An element $$x \in F$$ is said to be rational iff $$x=\frac{p}{q}$$ for some integers $$p$$ and $$q$$ $$(q \neq 0) ; x$$ is irrational iff it is not rational.

We denote by $$J$$ the set of all integers, and by $$R$$ the set of all rationals, in $$F .$$ Every integer $$p$$ is also a rational since $$p$$ can be written as $$p / q$$ with $$q=1$$
Thus

$R \supseteq J \supset N$

In an ordered field,

$N=\{x \in J | x>0\} .(\mathrm{Why} ?)$

Theorem $$\PageIndex{1}$$

If $$a$$ and $$b$$ are integers (or rationals) in $$F,$$ so are $$a+b$$ and $$ab$$.

Proof

For integers, this follows from Examples (a) and (d) in Section 2; one only has to distinguish three cases:

(i) $$a, b \in N$$;

(ii) $$-a \in N, b \in N$$;

(iii) $$a \in N,-b \in N$$.

The details are left to the reader (see Basic Concepts of Mathematics, Chapter $$2, § 7,$$ Theorem 1$$)$$ .
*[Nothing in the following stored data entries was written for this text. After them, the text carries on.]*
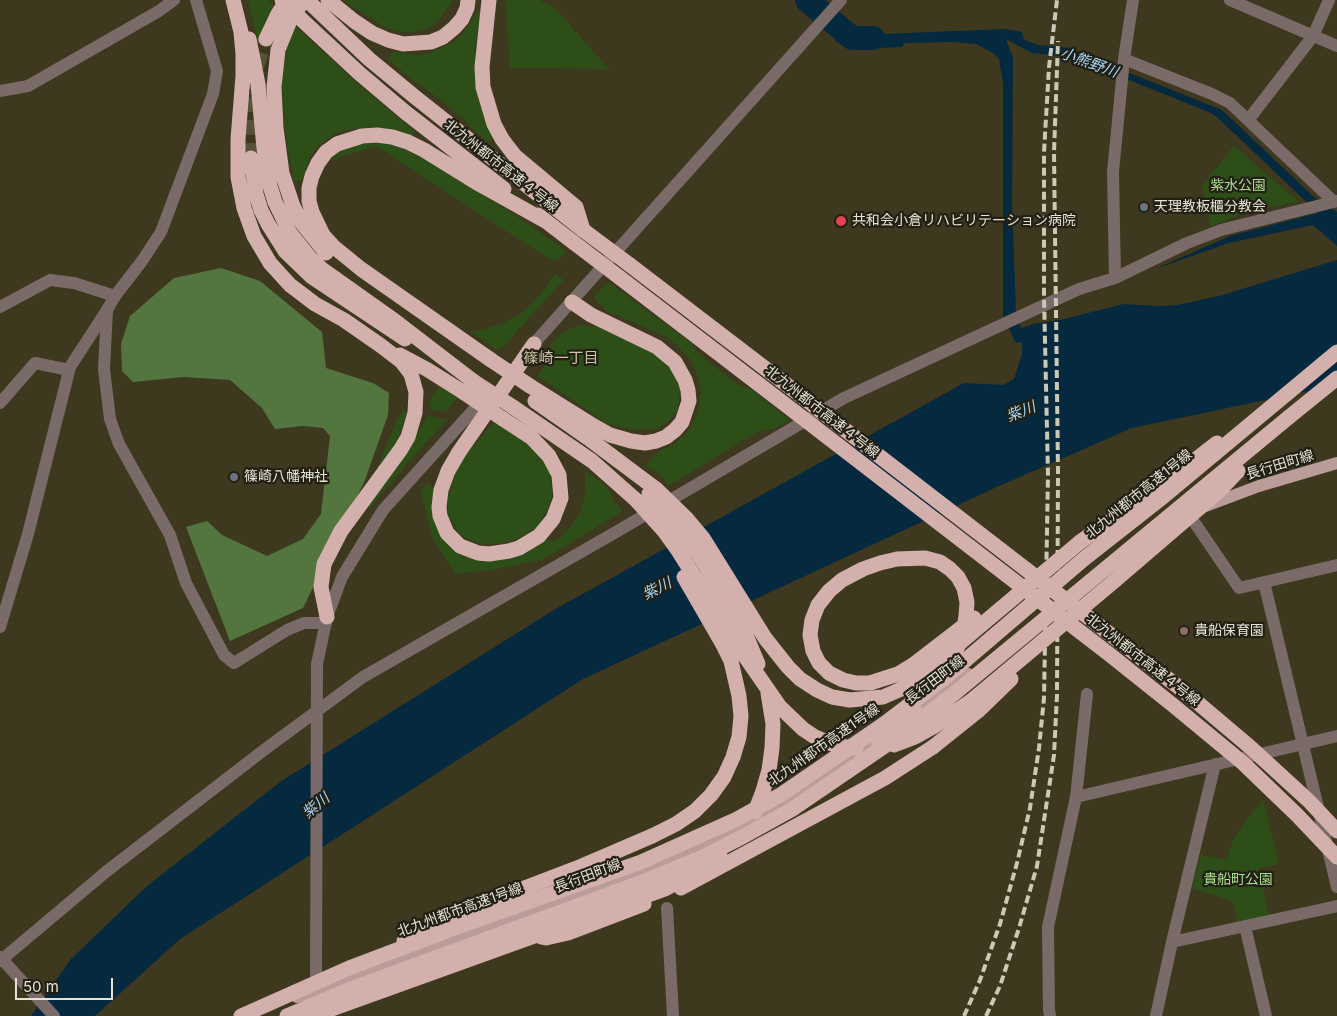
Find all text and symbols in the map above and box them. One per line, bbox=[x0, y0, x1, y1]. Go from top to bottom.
water label: 小熊野川 bbox=[1058, 44, 1120, 82]
street label: 北九州都市高速４号線 bbox=[441, 116, 561, 216]
park label: 紫水公園 bbox=[1210, 178, 1266, 194]
place label: 天理教板櫃分教会 bbox=[1154, 199, 1266, 215]
marker: 天理教板櫃分教会 bbox=[1138, 201, 1150, 213]
place label: 共和会小倉リハビリテーション病院 bbox=[852, 213, 1076, 229]
marker: 共和会小倉リハビリテーション病院 bbox=[834, 214, 848, 228]
district label: 篠崎一丁目 bbox=[524, 349, 598, 367]
street label: 北九州都市高速４号線 bbox=[762, 362, 882, 462]
water label: 紫川 bbox=[1004, 398, 1038, 426]
street label: 北九州都市高速1号線 bbox=[1083, 446, 1195, 542]
street label: 長行田町線 bbox=[1244, 447, 1316, 483]
place label: 篠崎八幡神社 bbox=[244, 469, 328, 485]
marker: 篠崎八幡神社 bbox=[228, 471, 240, 483]
water label: 紫川 bbox=[640, 574, 674, 604]
street label: 北九州都市高速４号線 bbox=[1083, 610, 1203, 710]
place label: 貴船保育園 bbox=[1194, 623, 1264, 639]
marker: 貴船保育園 bbox=[1178, 625, 1190, 637]
street label: 長行田町線 bbox=[902, 652, 968, 708]
street label: 北九州都市高速1号線 bbox=[765, 700, 883, 790]
water label: 紫川 bbox=[299, 789, 333, 823]
street label: 長行田町線 bbox=[552, 856, 624, 896]
park label: 貴船町公園 bbox=[1203, 872, 1273, 888]
street label: 北九州都市高速1号線 bbox=[395, 880, 525, 940]
scale bar bbox=[18, 968, 115, 1000]
text: 50 m bbox=[23, 977, 59, 996]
Now let $$a$$ and $$b$$ be rationals, say,

$a=\frac{p}{q} \text{ and } b=\frac{r}{s}$

where $$q s \neq 0 ;$$ and $$q s$$ and $$p r$$ are $$i n t e g e r s$$ by the first part of the proof (since $$p, q, r, s \in J ) .$$

$a \pm b=\frac{p s \pm q r}{q s} \text{ and } a b=\frac{p r}{q s}$

where $$q s \neq 0 ;$$ and $$q s$$ and $$p r$$ are integers by the first part of the proof (since $$p, q, r, s \in J )$$.

Thus $$a \pm b$$ and $$a b$$ are fractions with integral numerators and denominators. Hence, by definition, $$a \pm b \in R$$ and $$a b \in R .$$ $$\square$$

Theorem $$\PageIndex{2}$$

In any field $$F,$$ the set $$R$$ of all rationals is a field itself, under the operations defined in $$F,$$ with the same neutral elements 0 and 1. Moreover, $$R$$ is an ordered field if $$F$$ is. (We call $$R$$ the rational subfield of $$F.)$$

Proof

We have to check that $$R$$ satisfies the field axioms.

The closure law 1 follows from Theorem 1.

Axioms 2, 3, and 6 hold for rationals because they hold for all elements of $$F ;$$ similarly for Axioms 7 to 9 if $$F$$ is ordered.

Axiom 4 holds in $$R$$ because the neutral elements 0 and 1 belong to $$R ;$$ indeed, they are integers, hence certainly rationals.

To verify Axiom 5, we must show that $$-x$$ and $$x^{-1}$$ belong to $$R$$ if $$x$$ does. If, however,

$x=\frac{p}{q} \quad(p, q \in J, q \neq 0)$

then

$-x=\frac{-p}{q}$

where again $$-p \in J$$ by the definition of $$J ;$$ thus $$-x \in R$$.

If, in addition, $$x \neq 0,$$ then $$p \neq 0,$$ and

$x=\frac{p}{q} \text{ implies } x^{-1}=\frac{q}{p} .(\mathrm{Why} ?)$

Thus $$x^{-1} \in R$$. $$\square$$

Note. The representation

$x=\frac{p}{q} \quad(p, q \in J)$

is not unique in general; in an ordered field, however, we can always choose $$q>0,$$ i.e., $$q \in N($$ take $$p \leq 0$$ if $$x \leq 0)$$.

Among all such $$q$$ there is a least one by Theorem 2 of $$\ 85-6 .$$ If $$x=p / q$$, with this minimal $$q \in N,$$ we say that the rational $$x$$ is given in lowest terms.